- [Exercise]
Whenever a line in the records below holds the string "above", copy it out.

Start of Exercise materials

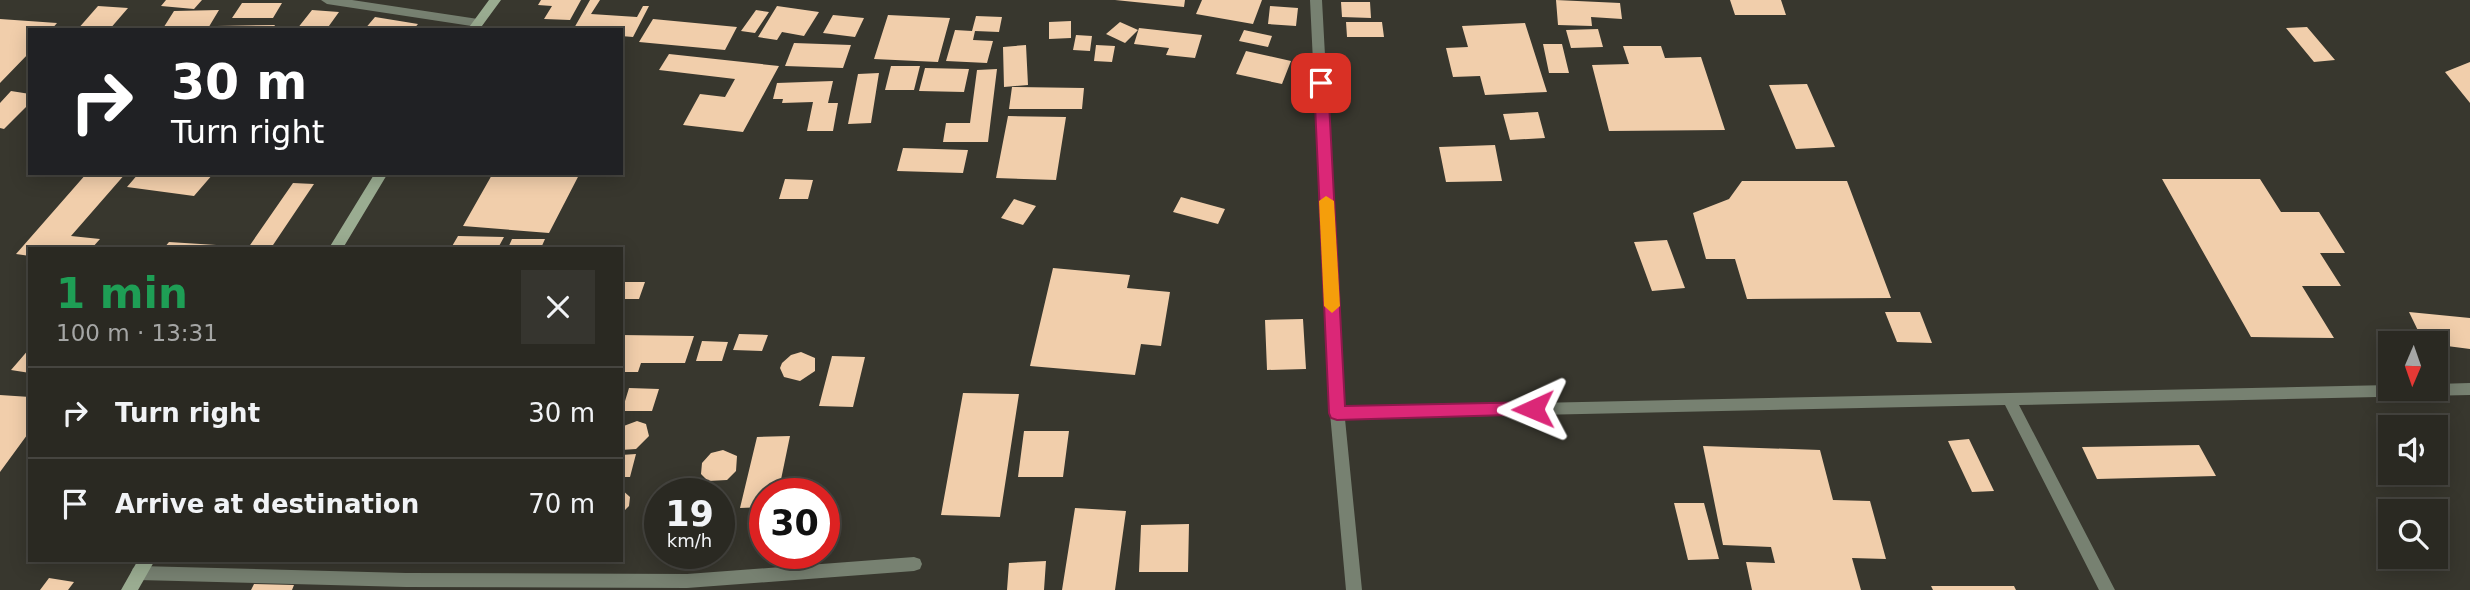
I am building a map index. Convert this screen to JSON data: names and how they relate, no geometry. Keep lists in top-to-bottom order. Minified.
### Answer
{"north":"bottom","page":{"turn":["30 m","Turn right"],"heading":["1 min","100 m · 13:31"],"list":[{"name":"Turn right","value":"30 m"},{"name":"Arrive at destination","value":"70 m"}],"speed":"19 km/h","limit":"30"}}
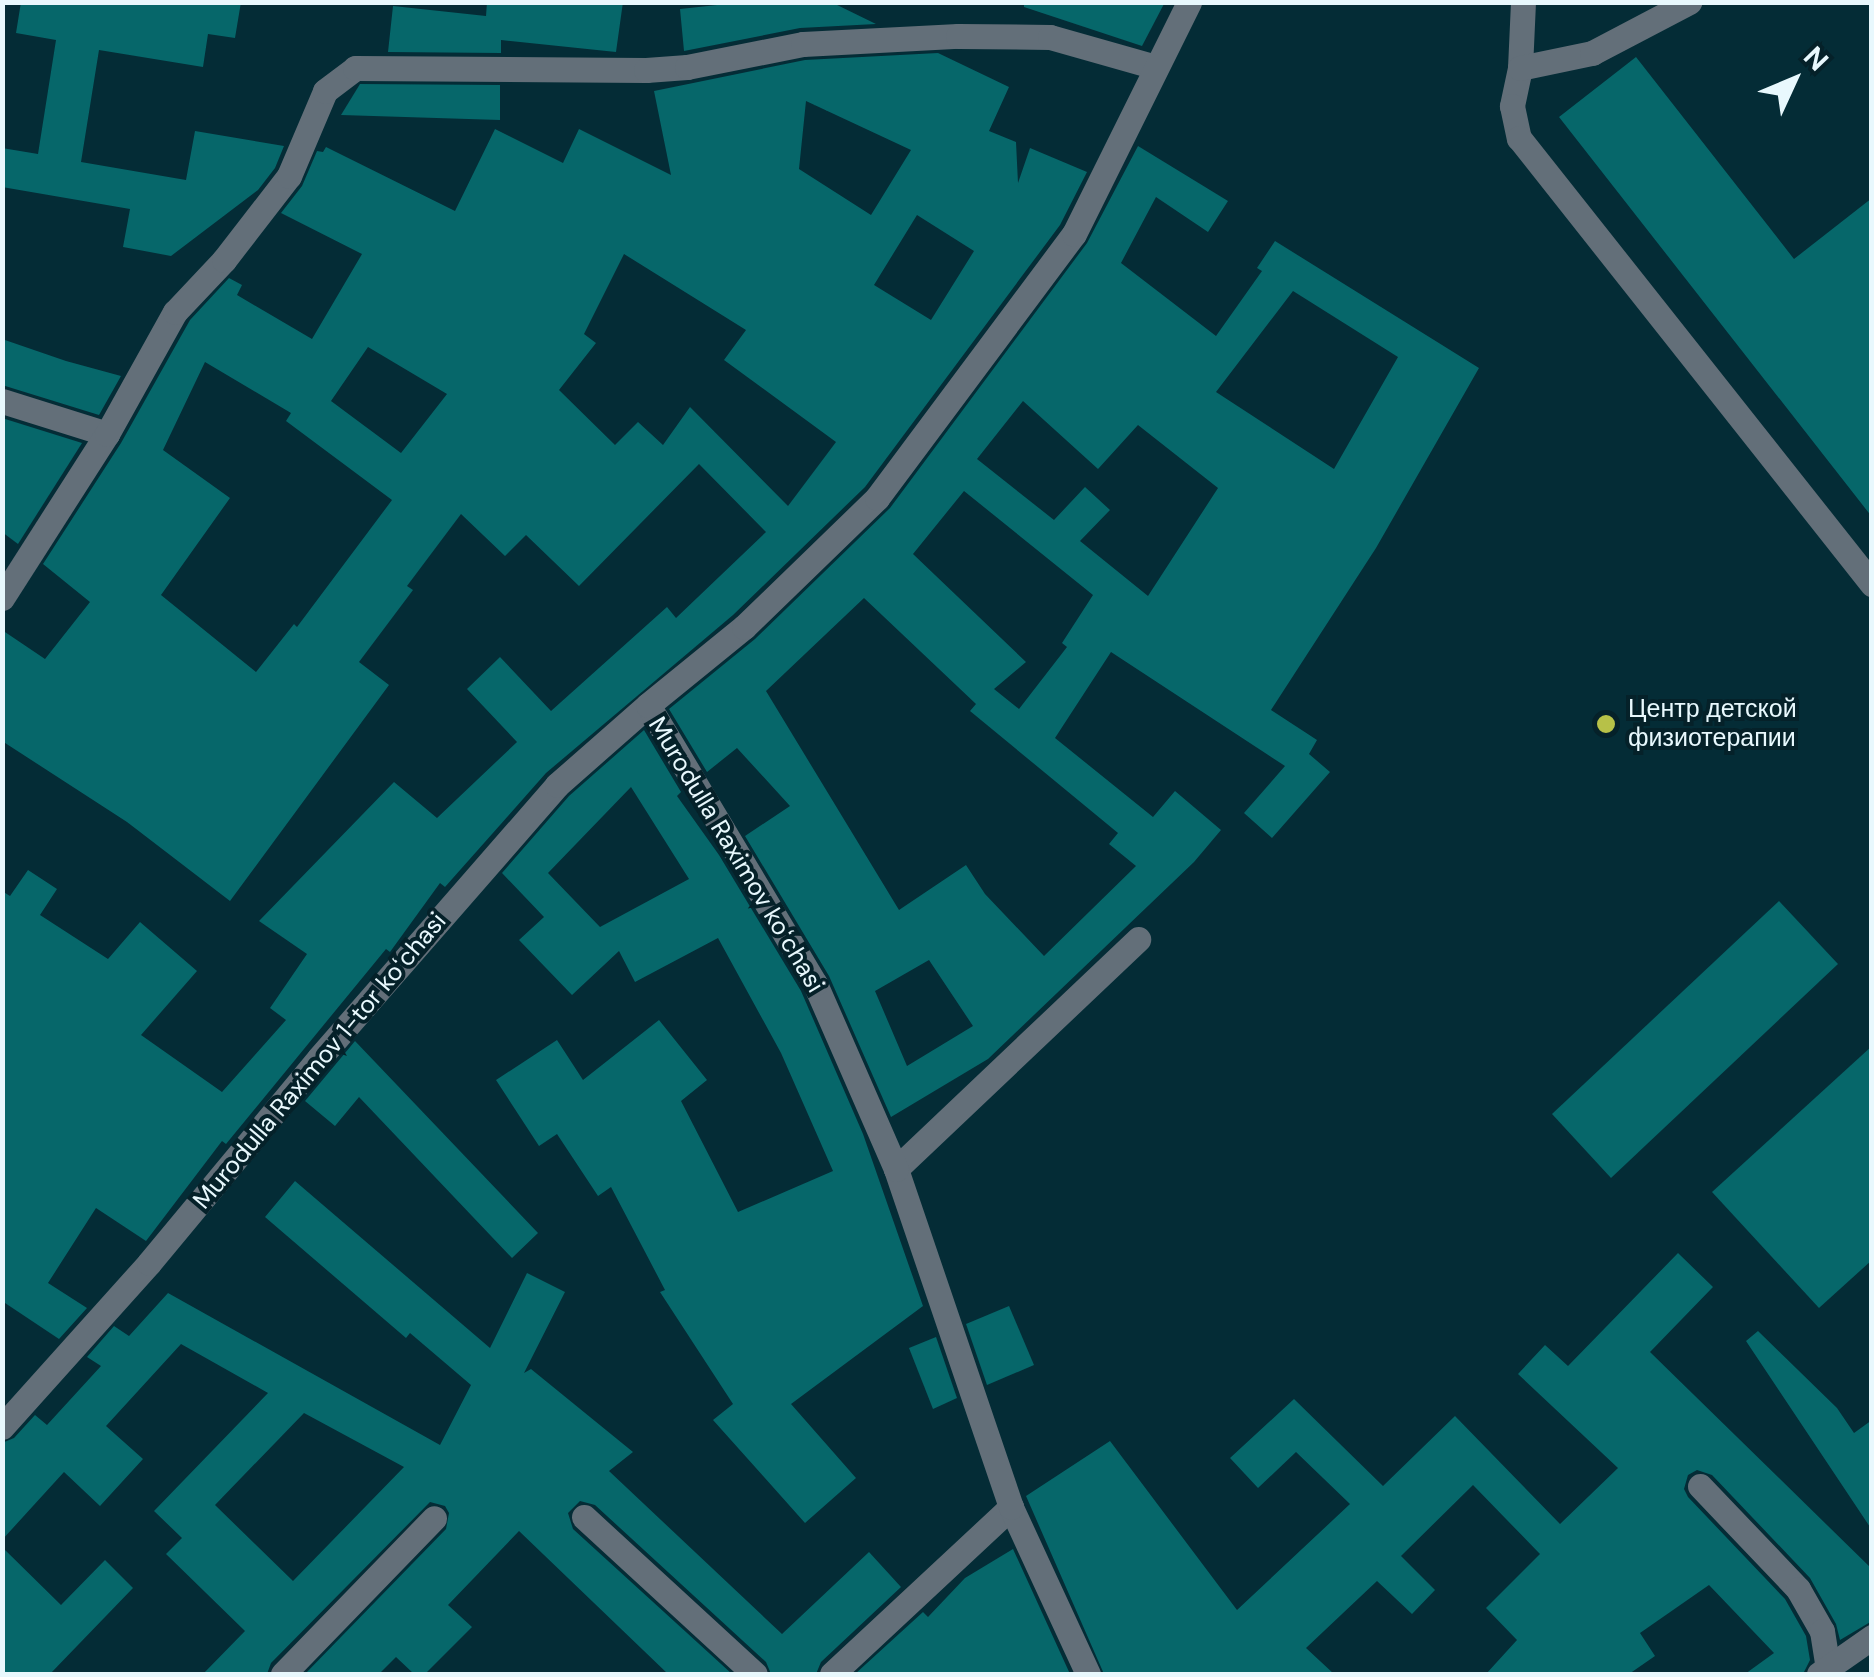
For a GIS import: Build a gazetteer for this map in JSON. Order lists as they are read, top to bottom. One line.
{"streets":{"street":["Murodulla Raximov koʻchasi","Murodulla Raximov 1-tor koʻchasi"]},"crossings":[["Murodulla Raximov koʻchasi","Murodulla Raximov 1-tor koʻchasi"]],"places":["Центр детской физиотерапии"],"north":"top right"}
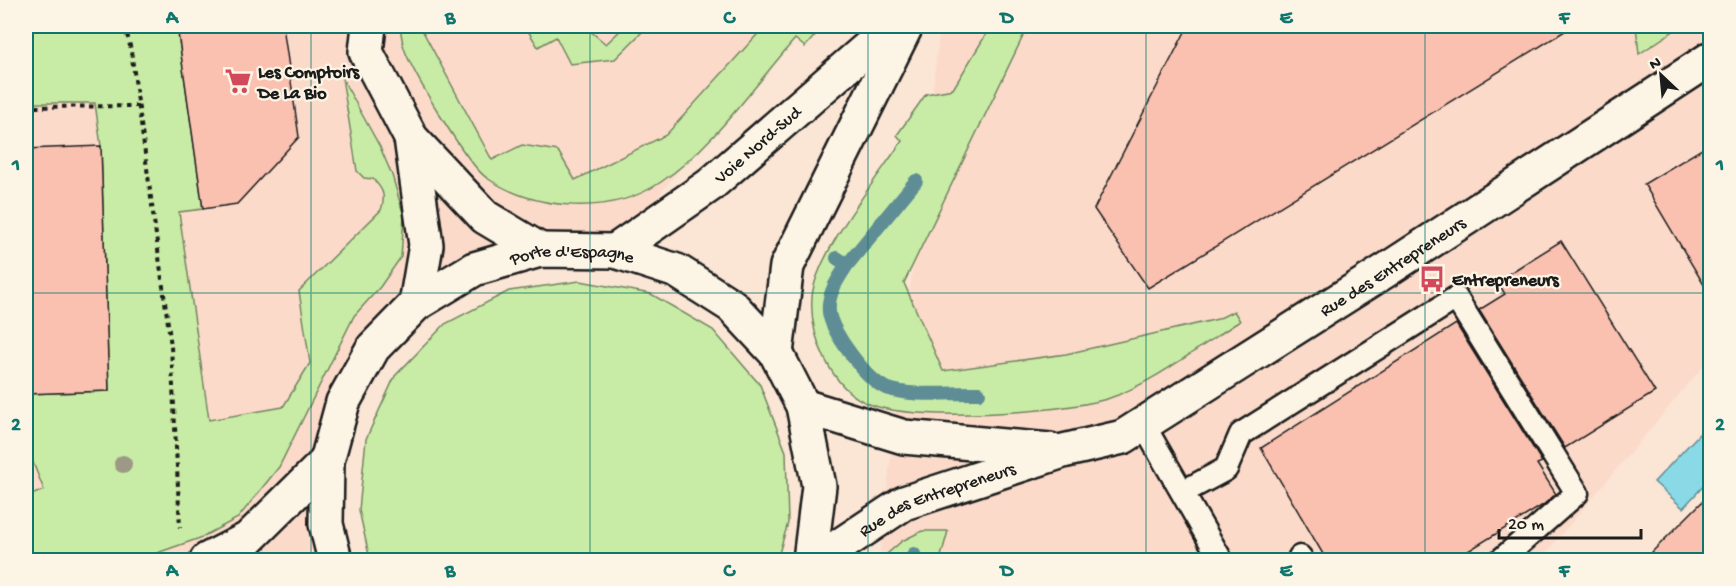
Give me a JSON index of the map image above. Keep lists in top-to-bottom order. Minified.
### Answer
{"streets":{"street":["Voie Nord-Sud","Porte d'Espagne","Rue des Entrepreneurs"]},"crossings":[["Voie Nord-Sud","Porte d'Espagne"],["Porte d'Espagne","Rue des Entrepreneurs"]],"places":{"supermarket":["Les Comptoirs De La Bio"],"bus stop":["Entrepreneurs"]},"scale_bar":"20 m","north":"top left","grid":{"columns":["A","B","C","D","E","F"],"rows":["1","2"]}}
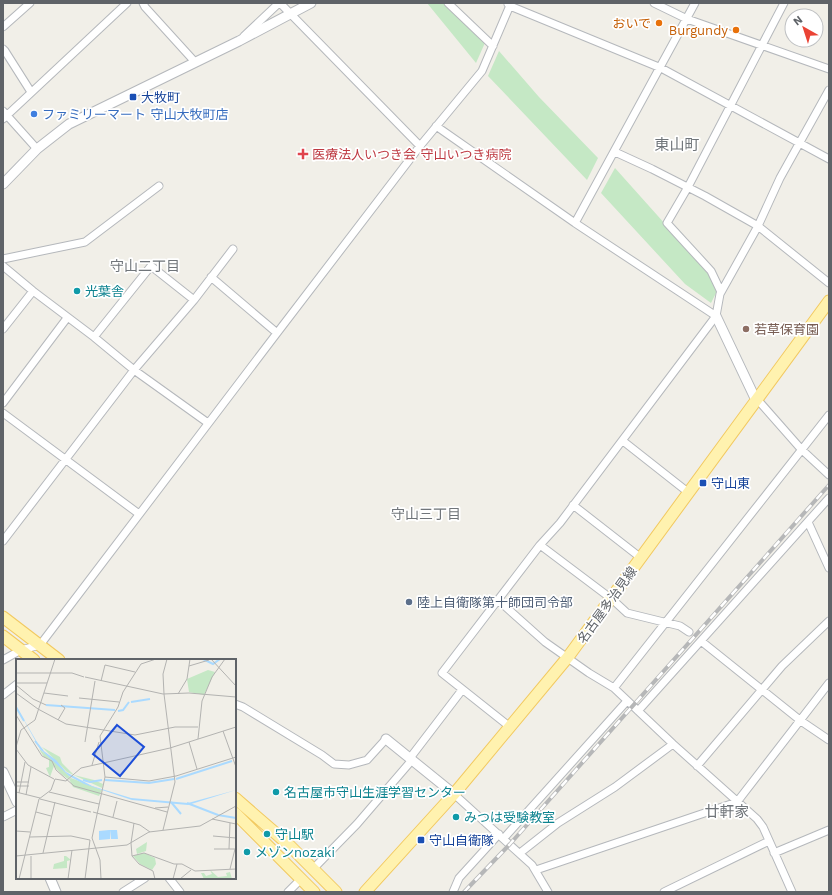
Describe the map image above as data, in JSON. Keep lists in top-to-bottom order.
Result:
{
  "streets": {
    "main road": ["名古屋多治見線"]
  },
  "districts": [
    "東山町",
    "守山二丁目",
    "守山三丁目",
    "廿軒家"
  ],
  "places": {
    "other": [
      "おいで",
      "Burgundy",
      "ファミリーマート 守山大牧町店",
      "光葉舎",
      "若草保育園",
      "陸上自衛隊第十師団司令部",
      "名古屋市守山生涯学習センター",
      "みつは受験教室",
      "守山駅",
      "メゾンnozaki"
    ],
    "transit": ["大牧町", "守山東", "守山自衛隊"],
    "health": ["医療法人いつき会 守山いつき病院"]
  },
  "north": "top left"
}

End of Exercise materials

- [Answer below]
Give me a JSON index of the map image above. Keep lists in top-to-bottom order. Minified.
Describe the map image above as data, in JSON. Keep lists in top-to-bottom order.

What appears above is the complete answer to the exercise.